● Record set
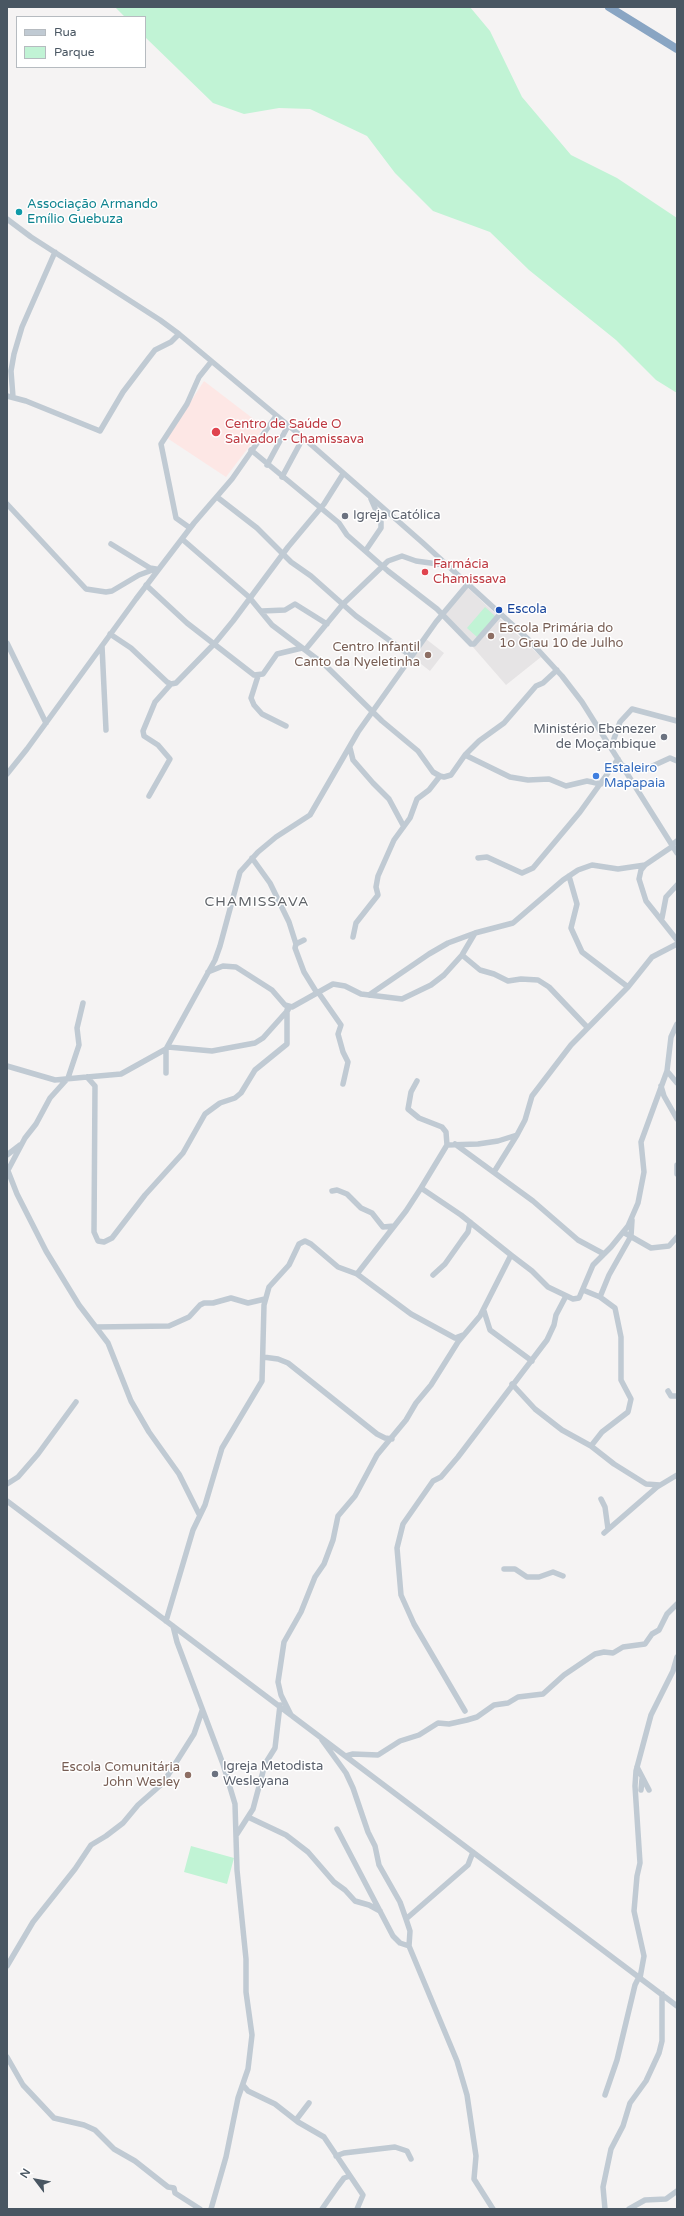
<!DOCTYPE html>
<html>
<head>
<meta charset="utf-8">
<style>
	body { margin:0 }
	#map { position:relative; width:684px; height:2216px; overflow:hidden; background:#f5f3f3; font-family:"Varela Round",sans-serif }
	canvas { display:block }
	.frame { position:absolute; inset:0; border:8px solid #495662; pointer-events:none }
	.legend { position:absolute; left:16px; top:16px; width:130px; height:52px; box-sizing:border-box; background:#fff; border:1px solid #b6bbc0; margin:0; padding:5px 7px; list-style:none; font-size:12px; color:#495662 }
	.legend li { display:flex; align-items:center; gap:8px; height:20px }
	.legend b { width:20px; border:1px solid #b6bbc0 }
	.north { position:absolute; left:16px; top:2160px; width:40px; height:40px; -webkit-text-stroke:3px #fff; paint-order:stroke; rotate:302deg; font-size:11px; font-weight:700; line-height:16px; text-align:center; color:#495662 }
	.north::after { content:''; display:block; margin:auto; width:14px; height:18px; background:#495662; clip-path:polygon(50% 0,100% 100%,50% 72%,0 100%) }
</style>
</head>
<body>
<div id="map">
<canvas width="684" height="2216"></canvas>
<div class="frame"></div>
<ul class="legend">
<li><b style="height:5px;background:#c0cad3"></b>Rua</li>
<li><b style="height:11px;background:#c1f3d5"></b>Parque</li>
</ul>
<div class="north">N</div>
</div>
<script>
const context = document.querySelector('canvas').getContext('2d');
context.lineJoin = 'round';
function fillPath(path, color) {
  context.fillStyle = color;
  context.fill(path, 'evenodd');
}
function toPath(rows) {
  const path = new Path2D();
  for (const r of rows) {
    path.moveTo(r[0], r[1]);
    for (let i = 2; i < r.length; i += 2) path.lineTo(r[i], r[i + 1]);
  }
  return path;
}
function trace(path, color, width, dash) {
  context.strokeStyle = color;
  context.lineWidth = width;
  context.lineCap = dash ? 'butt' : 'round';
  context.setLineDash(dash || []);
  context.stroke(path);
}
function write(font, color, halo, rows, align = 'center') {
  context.font = font + ' "Varela Round",sans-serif';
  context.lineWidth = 3;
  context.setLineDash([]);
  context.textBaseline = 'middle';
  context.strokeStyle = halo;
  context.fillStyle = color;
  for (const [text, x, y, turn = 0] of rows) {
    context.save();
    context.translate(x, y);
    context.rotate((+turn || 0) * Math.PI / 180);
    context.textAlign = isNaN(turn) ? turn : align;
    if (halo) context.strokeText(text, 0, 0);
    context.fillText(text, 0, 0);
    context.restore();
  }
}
const education = toPath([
	[467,587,541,657,506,685,445,615],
	[426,639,444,653,430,671,412,657]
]);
const medical = toPath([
	[204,381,264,427,226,477,167,438]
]);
const green = toPath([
	[115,7,470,7,490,31,522,97,571,155,617,178,677,218,677,393,656,380,616,340,529,270,490,232,433,211,395,173,367,136,310,109,279,108,244,114,213,103,145,37,145,17,125,17],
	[485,607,496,617,477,637,467,628],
	[191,1846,234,1858,227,1884,184,1872]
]);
const minor = toPath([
	[7,219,31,237,160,320,179,334,307,441,423,543,528,639,562,676,582,702,677,853],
	[7,396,26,401,100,431,123,392,148,359,155,350,171,342,179,334],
	[13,397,11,371,14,354,22,327,55,252],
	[251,450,339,523,347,535,388,571,437,609,471,644,474,644,500,614],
	[267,465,288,426],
	[282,477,303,438],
	[217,497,257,528,291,562,311,576,356,616,411,656],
	[7,504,86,589,106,592,112,591,139,575,155,569],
	[190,528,176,518,161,444,187,404,199,377,211,362],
	[182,539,249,597,272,625,325,665,382,721,418,751,433,772,440,776,444,777,451,775,465,755,479,741,504,723,536,686,543,683,557,670],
	[111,544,150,568,156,569],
	[366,550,381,528,381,522,371,499],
	[146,585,187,623,254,675,263,674,277,654,302,648],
	[262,611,285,610,295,604,327,624],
	[110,634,131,648,167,682,171,684,176,683,215,643,233,621,288,547,324,504,343,474],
	[7,643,46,723],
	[102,646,106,730],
	[305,650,343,604,388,561,402,556,416,561,445,565],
	[258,676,251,698,254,705,262,714,286,726],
	[611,747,620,722,632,709,677,721],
	[350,748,353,760,373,783,389,799,403,825],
	[465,755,510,777,528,780,549,779,566,786,587,781,601,784],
	[623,766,637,770,646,769,670,758,677,761],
	[7,774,27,749,136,599,194,523,232,479,276,416],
	[149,796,170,759,158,745,144,736,143,731,155,702,171,684],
	[672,845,677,841],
	[252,858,270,883,289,922,296,944],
	[478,858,487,857,522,873,533,868,580,812,618,759],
	[645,865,641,870,639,879,646,901,677,940],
	[569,876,577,904,571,928,582,952,628,987],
	[662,918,666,897,677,885],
	[353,937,356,923,378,895,376,887,378,876,394,840,410,818,417,799,429,790,440,776],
	[304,940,296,944,295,948,304,972,317,993],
	[462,955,480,970,494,974,508,981,521,979,538,980,549,987,587,1027],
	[208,972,223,966,236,967,272,990,285,1005,292,1007,333,984,345,986,361,994,402,999,431,985,444,975,462,955,475,933,513,923,563,880,578,870,592,865,618,869,645,865,673,846],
	[318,992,341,1025,338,1034,343,1052,348,1062,343,1084],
	[369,995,429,954,448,943,475,933],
	[168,1047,212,1051,255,1043,263,1038,288,1010],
	[7,1066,55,1080,87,1077,121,1074,166,1049,215,960,220,946,240,872,258,852,276,837,310,815,358,732,436,622,467,585],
	[667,1071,677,1083],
	[166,1073,166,1049],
	[87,1077,95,1086,94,1232,98,1241,104,1242,112,1238,145,1195,183,1153,205,1114,220,1103,235,1098,241,1093,255,1070,287,1044,287,1010],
	[417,1081,411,1092,408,1109,419,1118,442,1127,446,1132,447,1145],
	[661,1086,664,1096,677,1119],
	[455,1144,533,1201,578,1240,604,1254],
	[7,1155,20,1145],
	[677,1165,677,1174],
	[8,1171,17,1194,46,1251,79,1305,108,1343,131,1401,149,1432,179,1474,199,1514],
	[7,1172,25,1138,36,1124,50,1098,68,1078,79,1045,77,1028,83,1003],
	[494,1172,517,1135],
	[332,1191,337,1190,347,1194,361,1208,372,1213,383,1227,394,1226],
	[623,1232,651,1248,669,1246,677,1237],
	[511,1255,532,1271,548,1287,573,1299,579,1298,593,1265,611,1247,628,1226,638,1203,644,1172,641,1142,667,1071,671,1037,677,1024],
	[357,1274,411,1314,455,1338,463,1335],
	[433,1275,445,1264,462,1240,468,1232,470,1222],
	[583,1290,600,1297,615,1308,621,1337,621,1380,631,1399,628,1412,602,1432,591,1446],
	[600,1297,609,1275,631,1236,632,1220],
	[484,1311,490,1330,532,1361],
	[96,1327,169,1326,189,1317,200,1305,204,1303,213,1303,231,1298,248,1303,265,1299],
	[263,1357,278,1359,288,1363,377,1434,385,1438,392,1439],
	[512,1384,535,1409,562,1430,591,1446,614,1464,646,1484,660,1485],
	[668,1391,671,1396,677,1396],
	[7,1484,18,1477,38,1454,76,1402],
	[601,1499,605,1507,608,1529],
	[7,1501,677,2006],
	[604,1533,657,1487,677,1475],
	[504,1569,515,1569,527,1577,539,1577,553,1572,563,1576],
	[166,1621,193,1530,205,1505,222,1448,262,1381,264,1305,269,1287,289,1265,299,1244,305,1241,311,1244,338,1267,357,1274,406,1211,421,1188],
	[173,1626,177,1642,223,1764,235,1804,237,1870,246,1959,246,1992,252,2035,248,2069,238,2098,226,2157,211,2209],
	[465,1711,414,1624,401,1595,397,1548,403,1524,433,1481,441,1477,458,1457,547,1340,554,1325,556,1315,566,1296],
	[291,1715,281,1695,278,1682,284,1642,301,1612,315,1577,324,1564,333,1540,338,1516,355,1496,377,1455,406,1420,416,1403,431,1385,458,1342,480,1316,511,1255,461,1215,421,1188,447,1145,478,1144,498,1141,517,1135,525,1120,532,1096,571,1045,628,987,652,957,677,944],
	[322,1740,346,1773,353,1788,368,1832,375,1846,379,1865,400,1902,406,1919,410,1931,409,1946,457,2061,467,2095,476,2156,474,2179,493,2209],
	[346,1756,353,1754,378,1755,400,1741,419,1735,438,1723,449,1724,467,1720,477,1717,494,1705,508,1703,518,1697,543,1694,564,1675,595,1654,604,1652,613,1653,623,1647,645,1644,652,1634,659,1630,667,1614,677,1604],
	[637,1767,649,1790],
	[641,1790,642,1779],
	[248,1817,286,1835,308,1852,334,1882,345,1890,355,1901,369,1905,380,1911],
	[337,1829,393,1936,400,1943,409,1946],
	[237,1834,253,1809,265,1764,275,1748,280,1705],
	[406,1919,468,1865,473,1852],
	[7,1966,33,1922,75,1869,91,1845,106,1836,123,1823,138,1805,163,1783,194,1734,202,1711],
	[640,1978,644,1956,634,1911,637,1876,640,1863,635,1786,636,1771,651,1715,673,1671,677,1657],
	[7,2057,23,2085,54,2118,84,2125,95,2130,114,2149,135,2161,168,2187,174,2188,175,2193,200,2209],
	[243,2085,248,2091,275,2104,298,2122,324,2137,363,2195,357,2209],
	[605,2095,617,2060,635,1985,639,1977],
	[296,2120,309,2103],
	[336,2156,344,2153,395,2147,407,2151,411,2159],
	[322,2209,338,2186,344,2178,350,2176],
	[605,2209,603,2187,611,2149,623,2126,630,2103,646,2081,659,2053,662,2041,662,1994],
	[629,2209,645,2200,666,2199,677,2191]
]);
const highway = toPath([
	[609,7,677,49]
]);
const markers = [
	[19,212,4,"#0f9aa8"],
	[216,432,5,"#e0444e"],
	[345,516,4,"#6b7280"],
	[425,572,4,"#e0444e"],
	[499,610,4,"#1a4fb4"],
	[491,636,4,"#8d6e63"],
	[428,655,4,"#8d6e63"],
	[664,737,4,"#6b7280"],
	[596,776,4,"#3f7fe0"],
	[215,1774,4,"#6b7280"],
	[188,1775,4,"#8d6e63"]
];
const cultureNames = [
	["Associação Armando",27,205],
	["Emílio Guebuza",27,220]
];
const healthNames = [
	["Centro de Saúde O",225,425],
	["Salvador - Chamissava",225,440],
	["Farmácia",433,565],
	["Chamissava",433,580]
];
const worshipNames = [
	["Igreja Católica",353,516],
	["Ministério Ebenezer",656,730,"right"],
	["de Moçambique",656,745,"right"],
	["Igreja Metodista",223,1767],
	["Wesleyana",223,1782]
];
const transitNames = [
	["Escola",507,610]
];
const educationNames = [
	["Escola Primária do",499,629,"left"],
	["1o Grau 10 de Julho",499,644,"left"],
	["Centro Infantil",420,648],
	["Canto da Nyeletinha",420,663],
	["Escola Comunitária",180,1768],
	["John Wesley",180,1783]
];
const shopNames = [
	["Estaleiro",604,769],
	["Mapapaia",604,784]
];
const neighbourhoodNames = [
	["CHAMISSAVA",257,902]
];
fillPath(education, '#e6e4e5');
fillPath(medical, '#fde7e5');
fillPath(green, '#c1f3d5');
trace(minor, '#c0cad3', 5.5);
trace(highway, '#89a5c3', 8);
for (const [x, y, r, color] of markers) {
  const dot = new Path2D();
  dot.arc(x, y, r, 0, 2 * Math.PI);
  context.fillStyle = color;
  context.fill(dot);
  trace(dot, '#fff', 1.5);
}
write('13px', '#0d838f', '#fff', cultureNames, 'left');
write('13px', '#be3a42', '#fff', healthNames, 'left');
write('13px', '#5b616d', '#fff', worshipNames, 'left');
write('13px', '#164399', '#fff', transitNames, 'left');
write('13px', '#785e54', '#fff', educationNames, 'right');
write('13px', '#366cbe', '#fff', shopNames, 'left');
context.letterSpacing = '1px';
write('14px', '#5f6368', '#fff', neighbourhoodNames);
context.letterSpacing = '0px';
</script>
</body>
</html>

● What to do
Take from the material above every line that includes the word "lineWidth".

● Response below
  context.lineWidth = width;
  context.lineWidth = 3;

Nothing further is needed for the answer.